Wild Spirit, which art moving everywhere;
Destroyer and preserver; hear, oh hear!

These lines (13–14) form the rhyming couplet that concludes the opening canto. Impressively, the first canto consists of just one long compound sentence. The purpose of this sentence is to initiate the speaker’s flattering address to the west wind, which they refer to majestically as “thou breath of Autumn’s being” (line 1). The speaker characterizes the wind as an “enchanter” (line 3). With magic, it commands an “unseen presence” (line 2) that scatters dead leaves, redistributing them so that, come spring, their seeds will take root in new soil. After offering their lengthy description of the wind’s contribution to the rebirth and renewal of earthly life, the speaker punctuates the opening canto with these lines. This concluding couplet reiterates the key points of the preceding twelve lines. Namely, the speaker wants to praise the west wind as a “Wild Spirit” that has total liberty to move where and when it will. Furthermore, as a natural force that animates the seasons, the wind has the radical, even godlike ability to conjure life from death—hence the speaker’s claim that the wind is both “destroyer and preserver.” Most important of all, though, is the speaker’s insistent final plea for the wind to listen to them: “hear, oh hear!”

If I were a dead leaf thou mightest bear;
If I were a swift cloud to fly with thee;
A wave to pant beneath thy power, and share
 
The impulse of thy strength, only less free
Than thou, O uncontrollable!

Lines 43–47 open the poem’s fourth canto, where the speaker transitions from their lengthy invocation of the west wind to the request they wish to make of this natural force. They begin by summarizing the praise they’ve already offered in the three prior cantos, where they’ve celebrated the wind’s great influence over the earth (canto 1), the sky (2), and the sea (3). The speaker references each of these domains in the first three lines of the passage quoted here. Importantly, even as the speaker outlines what they have already said about the wind, their speech here also shifts the focus to themself. Using conditional language, the speaker imagines themself in the place of dead leaves, clouds, and ocean water. Effectively, they want to take the place of these figures and thereby become subjected to the wind’s life-giving power. The speaker is putting themself at the wind’s mercy, articulating their own weakness and limitation in comparison to the wind’s “uncontrollable” strength. In this way, the speaker comports themself toward the wind in the way a supplicant might pray to a saint or a god. Such an expression of humility acts as a rhetorical follow-up to the preceding cantos of praise.

Make me thy lyre, even as the forest is:
What if my leaves are falling like its own!
The tumult of thy mighty harmonies
 
Will take from both a deep, autumnal tone,
Sweet though in sadness. Be thou, Spirit fierce,
My spirit! Be thou me, impetuous one!

Drive my dead thoughts over the universe
Like wither’d leaves to quicken a new birth!

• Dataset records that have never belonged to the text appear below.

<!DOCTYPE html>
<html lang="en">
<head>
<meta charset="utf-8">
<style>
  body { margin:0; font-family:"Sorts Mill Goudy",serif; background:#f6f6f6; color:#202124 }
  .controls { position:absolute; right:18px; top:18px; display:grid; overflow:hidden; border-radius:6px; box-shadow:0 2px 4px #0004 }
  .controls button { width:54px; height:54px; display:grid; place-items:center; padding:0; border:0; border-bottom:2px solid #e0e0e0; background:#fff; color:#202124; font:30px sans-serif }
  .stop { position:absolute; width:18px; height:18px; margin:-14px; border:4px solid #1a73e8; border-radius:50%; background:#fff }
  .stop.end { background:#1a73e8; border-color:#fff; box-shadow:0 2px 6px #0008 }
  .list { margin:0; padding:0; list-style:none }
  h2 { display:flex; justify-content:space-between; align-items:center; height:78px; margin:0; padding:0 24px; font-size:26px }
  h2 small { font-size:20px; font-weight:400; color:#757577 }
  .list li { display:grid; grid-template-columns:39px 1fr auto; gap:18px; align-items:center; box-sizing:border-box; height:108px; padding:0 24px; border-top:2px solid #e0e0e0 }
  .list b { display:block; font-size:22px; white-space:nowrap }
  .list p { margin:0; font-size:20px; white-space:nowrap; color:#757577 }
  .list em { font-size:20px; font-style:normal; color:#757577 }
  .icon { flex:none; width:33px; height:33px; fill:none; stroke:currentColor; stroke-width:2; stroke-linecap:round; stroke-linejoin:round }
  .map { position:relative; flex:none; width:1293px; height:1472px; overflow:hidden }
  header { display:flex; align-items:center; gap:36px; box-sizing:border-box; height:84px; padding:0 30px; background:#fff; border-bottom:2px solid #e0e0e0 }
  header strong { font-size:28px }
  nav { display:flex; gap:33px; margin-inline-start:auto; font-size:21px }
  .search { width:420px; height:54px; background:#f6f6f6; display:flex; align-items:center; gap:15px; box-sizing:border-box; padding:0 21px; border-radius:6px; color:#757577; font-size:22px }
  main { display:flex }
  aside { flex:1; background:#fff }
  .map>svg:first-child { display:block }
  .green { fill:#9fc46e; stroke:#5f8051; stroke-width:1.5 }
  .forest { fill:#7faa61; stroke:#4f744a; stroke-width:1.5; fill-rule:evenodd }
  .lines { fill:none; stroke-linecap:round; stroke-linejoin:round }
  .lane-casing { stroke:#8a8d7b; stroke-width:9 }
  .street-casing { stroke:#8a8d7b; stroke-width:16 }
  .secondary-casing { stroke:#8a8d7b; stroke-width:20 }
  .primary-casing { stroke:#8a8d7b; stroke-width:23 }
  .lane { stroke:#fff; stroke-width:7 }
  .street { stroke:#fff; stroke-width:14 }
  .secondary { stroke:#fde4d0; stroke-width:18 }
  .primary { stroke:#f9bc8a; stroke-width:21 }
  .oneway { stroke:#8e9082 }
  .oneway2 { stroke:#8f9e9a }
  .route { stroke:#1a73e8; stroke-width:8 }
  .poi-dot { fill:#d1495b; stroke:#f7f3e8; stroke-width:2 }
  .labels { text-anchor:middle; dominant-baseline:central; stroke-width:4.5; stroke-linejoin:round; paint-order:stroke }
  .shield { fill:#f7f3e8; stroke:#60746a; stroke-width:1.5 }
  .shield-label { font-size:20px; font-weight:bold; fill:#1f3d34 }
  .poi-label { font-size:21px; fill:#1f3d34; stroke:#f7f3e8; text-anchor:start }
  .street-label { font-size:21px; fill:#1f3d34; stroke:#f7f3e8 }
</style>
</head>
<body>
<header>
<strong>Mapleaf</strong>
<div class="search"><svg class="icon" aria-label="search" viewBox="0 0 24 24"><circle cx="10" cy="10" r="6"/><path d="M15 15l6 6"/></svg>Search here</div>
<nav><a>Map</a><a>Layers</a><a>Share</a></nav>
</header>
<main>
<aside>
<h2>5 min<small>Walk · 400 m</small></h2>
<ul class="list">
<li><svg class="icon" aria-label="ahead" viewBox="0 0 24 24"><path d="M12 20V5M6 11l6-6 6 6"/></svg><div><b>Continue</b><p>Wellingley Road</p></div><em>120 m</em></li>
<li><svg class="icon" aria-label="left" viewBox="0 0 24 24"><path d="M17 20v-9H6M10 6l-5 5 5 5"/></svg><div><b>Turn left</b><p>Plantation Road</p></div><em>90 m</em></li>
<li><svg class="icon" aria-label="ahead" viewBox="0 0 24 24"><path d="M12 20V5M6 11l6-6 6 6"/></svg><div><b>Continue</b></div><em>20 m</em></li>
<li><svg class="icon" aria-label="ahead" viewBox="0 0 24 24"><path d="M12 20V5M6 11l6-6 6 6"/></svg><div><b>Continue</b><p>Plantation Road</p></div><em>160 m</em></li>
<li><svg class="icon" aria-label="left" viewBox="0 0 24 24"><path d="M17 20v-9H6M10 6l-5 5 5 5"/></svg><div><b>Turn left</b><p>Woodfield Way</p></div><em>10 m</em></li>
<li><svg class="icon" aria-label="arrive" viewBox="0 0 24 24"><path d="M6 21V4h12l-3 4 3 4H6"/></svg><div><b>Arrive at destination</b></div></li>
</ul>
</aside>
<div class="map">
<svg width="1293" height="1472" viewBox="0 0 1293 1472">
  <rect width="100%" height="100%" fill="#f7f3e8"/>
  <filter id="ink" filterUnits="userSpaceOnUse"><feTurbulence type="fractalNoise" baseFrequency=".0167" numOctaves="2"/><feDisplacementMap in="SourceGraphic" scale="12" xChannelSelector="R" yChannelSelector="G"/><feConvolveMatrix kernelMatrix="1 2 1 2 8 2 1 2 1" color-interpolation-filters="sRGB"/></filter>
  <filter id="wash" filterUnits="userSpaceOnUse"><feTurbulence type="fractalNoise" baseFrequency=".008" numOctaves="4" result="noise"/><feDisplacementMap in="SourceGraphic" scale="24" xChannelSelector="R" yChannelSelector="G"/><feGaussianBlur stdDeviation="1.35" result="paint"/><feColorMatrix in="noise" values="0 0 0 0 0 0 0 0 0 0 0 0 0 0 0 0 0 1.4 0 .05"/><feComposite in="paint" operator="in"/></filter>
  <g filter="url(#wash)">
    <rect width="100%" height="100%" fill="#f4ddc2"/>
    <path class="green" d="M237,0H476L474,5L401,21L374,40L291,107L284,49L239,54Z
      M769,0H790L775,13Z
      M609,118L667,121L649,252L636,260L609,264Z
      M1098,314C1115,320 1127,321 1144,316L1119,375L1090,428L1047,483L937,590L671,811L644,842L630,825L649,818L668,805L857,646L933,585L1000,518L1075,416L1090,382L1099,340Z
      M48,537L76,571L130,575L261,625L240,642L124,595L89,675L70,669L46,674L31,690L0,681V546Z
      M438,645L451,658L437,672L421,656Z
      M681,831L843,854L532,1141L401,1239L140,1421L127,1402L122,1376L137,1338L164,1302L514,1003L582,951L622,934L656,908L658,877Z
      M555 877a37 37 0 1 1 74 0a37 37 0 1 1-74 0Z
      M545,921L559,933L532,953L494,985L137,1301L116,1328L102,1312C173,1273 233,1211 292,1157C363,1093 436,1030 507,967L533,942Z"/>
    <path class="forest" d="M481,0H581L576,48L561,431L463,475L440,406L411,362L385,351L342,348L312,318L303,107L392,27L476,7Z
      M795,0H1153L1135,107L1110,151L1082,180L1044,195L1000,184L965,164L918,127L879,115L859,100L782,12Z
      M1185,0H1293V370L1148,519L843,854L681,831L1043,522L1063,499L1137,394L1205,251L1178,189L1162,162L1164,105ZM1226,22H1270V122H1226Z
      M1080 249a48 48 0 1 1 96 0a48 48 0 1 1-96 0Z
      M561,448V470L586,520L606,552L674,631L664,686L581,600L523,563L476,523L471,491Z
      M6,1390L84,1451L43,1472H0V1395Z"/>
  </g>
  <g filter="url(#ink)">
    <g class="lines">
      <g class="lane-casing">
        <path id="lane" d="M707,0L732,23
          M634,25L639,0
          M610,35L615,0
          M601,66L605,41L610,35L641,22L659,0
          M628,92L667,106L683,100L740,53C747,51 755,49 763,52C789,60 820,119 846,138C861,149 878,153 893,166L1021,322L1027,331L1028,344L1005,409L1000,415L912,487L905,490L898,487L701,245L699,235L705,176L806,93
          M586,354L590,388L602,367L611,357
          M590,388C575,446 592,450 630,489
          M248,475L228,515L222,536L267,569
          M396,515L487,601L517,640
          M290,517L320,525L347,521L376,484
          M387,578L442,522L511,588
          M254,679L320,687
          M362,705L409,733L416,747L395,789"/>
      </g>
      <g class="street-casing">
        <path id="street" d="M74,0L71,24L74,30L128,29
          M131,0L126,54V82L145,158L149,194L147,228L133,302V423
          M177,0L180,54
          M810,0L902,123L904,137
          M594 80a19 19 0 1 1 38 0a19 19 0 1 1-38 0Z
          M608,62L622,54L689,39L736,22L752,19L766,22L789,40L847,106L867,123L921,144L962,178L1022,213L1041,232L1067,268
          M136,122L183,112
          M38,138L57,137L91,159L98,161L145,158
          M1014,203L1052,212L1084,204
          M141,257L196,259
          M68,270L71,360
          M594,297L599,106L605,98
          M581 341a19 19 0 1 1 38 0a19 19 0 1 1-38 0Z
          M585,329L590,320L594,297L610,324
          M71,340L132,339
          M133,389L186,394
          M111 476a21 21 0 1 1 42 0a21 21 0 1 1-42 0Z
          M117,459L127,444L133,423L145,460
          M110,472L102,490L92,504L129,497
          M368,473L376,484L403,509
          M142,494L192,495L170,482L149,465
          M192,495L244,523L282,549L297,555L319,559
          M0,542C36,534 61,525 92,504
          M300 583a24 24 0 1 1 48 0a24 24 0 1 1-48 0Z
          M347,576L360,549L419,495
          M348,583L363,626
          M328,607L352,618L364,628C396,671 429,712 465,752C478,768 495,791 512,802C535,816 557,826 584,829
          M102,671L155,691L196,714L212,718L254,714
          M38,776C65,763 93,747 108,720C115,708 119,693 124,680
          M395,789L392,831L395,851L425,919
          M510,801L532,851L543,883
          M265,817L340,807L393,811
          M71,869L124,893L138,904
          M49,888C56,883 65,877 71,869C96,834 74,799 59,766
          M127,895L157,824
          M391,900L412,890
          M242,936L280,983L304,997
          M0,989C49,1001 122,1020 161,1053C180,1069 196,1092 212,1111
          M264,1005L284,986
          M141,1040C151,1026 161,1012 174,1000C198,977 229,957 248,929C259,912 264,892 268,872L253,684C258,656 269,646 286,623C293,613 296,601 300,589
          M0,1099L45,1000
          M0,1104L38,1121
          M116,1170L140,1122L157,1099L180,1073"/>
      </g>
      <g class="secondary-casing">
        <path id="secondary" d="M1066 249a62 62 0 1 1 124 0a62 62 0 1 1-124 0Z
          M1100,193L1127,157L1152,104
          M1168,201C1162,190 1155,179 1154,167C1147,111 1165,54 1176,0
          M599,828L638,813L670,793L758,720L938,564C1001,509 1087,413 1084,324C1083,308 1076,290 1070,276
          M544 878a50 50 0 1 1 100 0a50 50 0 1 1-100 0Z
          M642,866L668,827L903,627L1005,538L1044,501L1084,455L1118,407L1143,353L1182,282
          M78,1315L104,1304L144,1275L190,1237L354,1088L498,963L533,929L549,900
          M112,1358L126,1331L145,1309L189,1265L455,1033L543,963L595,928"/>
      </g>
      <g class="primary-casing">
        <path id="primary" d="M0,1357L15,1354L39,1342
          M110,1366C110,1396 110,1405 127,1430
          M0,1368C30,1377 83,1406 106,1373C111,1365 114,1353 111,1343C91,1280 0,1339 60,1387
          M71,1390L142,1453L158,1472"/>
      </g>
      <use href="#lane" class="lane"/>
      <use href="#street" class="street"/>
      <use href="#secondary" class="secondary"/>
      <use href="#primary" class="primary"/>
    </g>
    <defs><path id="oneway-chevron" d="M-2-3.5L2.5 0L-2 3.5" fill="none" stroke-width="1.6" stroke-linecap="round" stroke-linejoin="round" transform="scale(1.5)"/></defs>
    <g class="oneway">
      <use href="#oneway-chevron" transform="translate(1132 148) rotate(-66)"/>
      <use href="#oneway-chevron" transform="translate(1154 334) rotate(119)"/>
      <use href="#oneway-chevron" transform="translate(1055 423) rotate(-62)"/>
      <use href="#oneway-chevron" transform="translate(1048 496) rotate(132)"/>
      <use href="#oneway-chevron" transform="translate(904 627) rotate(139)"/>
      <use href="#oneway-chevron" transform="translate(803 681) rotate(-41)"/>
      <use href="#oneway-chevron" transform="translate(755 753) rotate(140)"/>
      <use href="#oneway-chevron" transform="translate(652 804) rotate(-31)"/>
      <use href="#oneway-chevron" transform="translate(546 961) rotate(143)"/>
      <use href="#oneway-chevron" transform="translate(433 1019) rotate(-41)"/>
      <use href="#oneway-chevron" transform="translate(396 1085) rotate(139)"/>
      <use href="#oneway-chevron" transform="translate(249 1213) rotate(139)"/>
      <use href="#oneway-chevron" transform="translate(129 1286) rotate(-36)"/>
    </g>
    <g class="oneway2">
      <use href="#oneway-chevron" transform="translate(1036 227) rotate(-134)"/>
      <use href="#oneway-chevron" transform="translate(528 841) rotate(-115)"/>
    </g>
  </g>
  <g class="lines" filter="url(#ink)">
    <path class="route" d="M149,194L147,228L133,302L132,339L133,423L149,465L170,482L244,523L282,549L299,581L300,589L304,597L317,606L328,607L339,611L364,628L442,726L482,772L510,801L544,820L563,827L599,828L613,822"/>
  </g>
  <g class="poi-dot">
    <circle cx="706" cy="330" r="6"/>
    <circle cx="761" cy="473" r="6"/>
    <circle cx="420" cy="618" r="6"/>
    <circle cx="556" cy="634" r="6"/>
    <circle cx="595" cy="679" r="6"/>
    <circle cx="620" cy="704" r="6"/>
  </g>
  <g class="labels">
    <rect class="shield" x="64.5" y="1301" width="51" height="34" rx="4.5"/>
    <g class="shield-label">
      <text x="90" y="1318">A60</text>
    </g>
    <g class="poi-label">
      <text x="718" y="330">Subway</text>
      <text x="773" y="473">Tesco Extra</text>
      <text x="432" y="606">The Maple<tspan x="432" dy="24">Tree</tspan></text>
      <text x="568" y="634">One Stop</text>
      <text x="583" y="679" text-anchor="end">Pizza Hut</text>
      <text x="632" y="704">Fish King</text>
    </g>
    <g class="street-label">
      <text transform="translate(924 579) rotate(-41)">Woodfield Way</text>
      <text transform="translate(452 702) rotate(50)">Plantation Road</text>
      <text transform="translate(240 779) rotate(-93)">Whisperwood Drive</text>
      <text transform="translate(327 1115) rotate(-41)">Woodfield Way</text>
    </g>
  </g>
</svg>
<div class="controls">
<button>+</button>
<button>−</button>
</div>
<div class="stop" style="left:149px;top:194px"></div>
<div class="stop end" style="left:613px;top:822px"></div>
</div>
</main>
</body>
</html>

Lines 57–64 make up the first half of canto 5, in which the speaker finally makes plain what it is they want from the west wind. The speaker begins by calling on the wind to play them like a harp. This request likely alludes to an instrument known as an aeolian harp, which is named after the Greek god of the wind, Aeolus, and which is in fact activated by the wind. However, the specific use of the word lyre here also alludes to the ancient tradition of playing music to accompany the recitation of poetry. The speaker’s reference to music is therefore also, implicitly, a reference to poetry. The speaker makes this connection more explicit when they recall the image of dead leaves that first arose in the opening canto. Here, the speaker suggestively transforms tree leaves into the leaves of a book. These leaves contain inscriptions of the speaker’s “dead thoughts,” which will come to life once the wind scatters them across the earth. By blowing through the pages of poetry, the wind will initiate the audible “incantation of this verse,” which in turn will activate “the trumpet of a prophecy.”